Cependant les décisions du tribunal administratif sont rendues en premier et dernier ressort dans un certain nombre de litiges considérés comme de plus faible importance (art. R. 811-1 et R. 222-13 du code de justice administrative). Ces décisions ne sont alors susceptibles que d'un pourvoi en cassation.

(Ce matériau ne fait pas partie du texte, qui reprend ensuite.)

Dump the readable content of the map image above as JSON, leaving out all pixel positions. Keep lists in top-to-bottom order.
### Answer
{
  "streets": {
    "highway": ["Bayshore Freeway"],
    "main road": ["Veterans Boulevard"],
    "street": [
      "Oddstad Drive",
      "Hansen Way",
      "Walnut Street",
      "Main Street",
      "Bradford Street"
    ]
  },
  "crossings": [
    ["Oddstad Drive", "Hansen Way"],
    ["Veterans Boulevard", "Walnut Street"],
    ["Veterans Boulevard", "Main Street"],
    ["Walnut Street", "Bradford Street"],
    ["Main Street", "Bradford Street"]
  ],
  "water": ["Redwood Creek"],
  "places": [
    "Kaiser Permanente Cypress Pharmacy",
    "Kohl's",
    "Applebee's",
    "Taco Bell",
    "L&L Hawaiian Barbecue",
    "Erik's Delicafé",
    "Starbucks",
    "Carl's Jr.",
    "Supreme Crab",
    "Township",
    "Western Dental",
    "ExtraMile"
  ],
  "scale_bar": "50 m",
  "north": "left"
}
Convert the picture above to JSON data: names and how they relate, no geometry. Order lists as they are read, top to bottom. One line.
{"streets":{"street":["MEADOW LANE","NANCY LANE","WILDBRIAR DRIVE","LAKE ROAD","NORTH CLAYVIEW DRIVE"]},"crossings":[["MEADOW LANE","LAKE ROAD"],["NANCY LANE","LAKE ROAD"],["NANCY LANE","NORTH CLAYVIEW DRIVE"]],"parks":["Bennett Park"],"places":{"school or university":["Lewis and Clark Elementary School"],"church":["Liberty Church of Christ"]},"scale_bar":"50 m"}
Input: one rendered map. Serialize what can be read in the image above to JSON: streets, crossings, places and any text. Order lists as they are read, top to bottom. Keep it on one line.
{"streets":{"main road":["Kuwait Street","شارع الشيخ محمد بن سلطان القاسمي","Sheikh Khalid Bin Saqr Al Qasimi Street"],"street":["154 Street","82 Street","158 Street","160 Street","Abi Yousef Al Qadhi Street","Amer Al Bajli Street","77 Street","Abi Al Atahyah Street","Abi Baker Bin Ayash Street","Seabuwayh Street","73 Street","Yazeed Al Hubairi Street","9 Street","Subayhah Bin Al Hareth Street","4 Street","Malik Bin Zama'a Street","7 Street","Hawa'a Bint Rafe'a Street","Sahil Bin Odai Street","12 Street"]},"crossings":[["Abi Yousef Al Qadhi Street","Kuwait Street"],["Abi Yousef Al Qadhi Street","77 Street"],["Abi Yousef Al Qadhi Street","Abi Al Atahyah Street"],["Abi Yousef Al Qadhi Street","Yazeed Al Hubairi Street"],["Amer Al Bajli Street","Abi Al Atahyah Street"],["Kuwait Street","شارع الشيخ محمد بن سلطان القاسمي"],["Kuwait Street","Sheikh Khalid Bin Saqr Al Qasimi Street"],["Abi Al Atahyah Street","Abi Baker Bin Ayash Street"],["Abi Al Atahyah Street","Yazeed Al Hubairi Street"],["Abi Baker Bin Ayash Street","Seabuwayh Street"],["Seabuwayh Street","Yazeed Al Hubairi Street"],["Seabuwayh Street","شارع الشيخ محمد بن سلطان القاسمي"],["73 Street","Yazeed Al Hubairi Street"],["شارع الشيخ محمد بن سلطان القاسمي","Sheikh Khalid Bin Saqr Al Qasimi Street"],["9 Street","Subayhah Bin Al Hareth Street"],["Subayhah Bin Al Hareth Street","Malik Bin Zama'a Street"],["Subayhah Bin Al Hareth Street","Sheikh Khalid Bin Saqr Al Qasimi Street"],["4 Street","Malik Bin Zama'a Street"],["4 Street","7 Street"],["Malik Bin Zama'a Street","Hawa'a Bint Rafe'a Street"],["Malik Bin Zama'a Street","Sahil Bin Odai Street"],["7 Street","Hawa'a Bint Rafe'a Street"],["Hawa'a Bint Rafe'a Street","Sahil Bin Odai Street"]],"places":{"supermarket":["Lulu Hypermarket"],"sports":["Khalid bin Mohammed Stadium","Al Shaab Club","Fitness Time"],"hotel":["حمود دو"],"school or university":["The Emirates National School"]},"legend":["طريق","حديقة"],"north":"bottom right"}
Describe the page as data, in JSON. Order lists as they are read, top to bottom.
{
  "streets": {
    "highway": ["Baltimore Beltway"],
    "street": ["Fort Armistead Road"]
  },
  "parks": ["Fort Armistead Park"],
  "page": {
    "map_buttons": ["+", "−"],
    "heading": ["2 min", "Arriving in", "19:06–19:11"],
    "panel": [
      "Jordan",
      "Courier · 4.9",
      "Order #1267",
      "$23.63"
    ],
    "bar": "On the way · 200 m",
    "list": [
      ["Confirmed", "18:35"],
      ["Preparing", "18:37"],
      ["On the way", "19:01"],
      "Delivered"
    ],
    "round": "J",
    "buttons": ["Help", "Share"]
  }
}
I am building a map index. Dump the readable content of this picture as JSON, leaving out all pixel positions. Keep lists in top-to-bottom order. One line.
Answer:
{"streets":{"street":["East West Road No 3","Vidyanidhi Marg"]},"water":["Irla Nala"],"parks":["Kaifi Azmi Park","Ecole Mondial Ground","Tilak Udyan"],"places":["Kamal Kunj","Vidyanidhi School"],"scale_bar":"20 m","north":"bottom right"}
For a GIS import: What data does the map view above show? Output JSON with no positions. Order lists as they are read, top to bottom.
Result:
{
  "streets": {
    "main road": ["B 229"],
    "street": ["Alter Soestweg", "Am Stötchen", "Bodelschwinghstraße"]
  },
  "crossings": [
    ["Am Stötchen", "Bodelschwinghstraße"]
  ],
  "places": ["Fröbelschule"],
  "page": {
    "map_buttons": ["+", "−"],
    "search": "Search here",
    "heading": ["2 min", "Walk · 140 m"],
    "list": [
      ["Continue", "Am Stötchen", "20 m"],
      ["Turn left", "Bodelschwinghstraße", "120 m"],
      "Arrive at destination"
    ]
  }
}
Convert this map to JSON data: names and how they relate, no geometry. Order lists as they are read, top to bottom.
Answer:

Ce sont les décisions portant[21] : 1º Sur les litiges relatifs aux déclarations de travaux exemptés de permis de construire ; 2º Sur les litiges relatifs à la situation individuelle des fonctionnaires ou agents de l'État et des autres personnes ou collectivités publiques, ainsi que des agents ou employés de la Banque de France, à l'exception de ceux concernant l'entrée au service, la discipline et la sortie du service, ou de ceux comportant des conclusions tendant au versement ou à la décharge de sommes d'un montant supérieur à 10 000 euros (art. R. 222-14 et R. 222-15 du CJA)  ; 3º Sur les litiges en matière de pensions, d'aide personnalisée au logement, de communication de documents administratifs, de service national, à l'exception de ceux comportant des conclusions tendant au versement ou à la décharge de sommes d'un montant supérieur à 10 000 euros (art. R. 222-14 et R. 222-15 du CJA) ; 4º Sur les litiges relatifs à la redevance audiovisuelle ; 5º Sur les recours relatifs aux taxes syndicales et aux impôts locaux autres que la taxe professionnelle ; 6º Sur la mise en œuvre de la responsabilité de l'État pour refus opposé à une demande de concours de la force publique pour exécuter une décision de justice ; 7º Sur les actions indemnitaires, lorsque le montant des indemnités demandées est inférieur à 10 000 euros (art. R. 222-14 et R. 222-15 du CJA) ; 8º Sur les requêtes contestant les décisions prises en matière fiscale sur des demandes de remise gracieuse ; 9º Sur les litiges relatifs aux bâtiments menaçant ruine ; 10° Sur les litiges relatifs aux permis de conduire.

De même, les décisions de référé rendues en application des articles L. 521-1 (référé suspension), L. 521-3 (référé conservatoire), L. 521-4 et L. 522-3 du code de justice administrative sont rendues en dernier ressort. Ces décisions ne sont également susceptibles que d'un pourvoi en cassation.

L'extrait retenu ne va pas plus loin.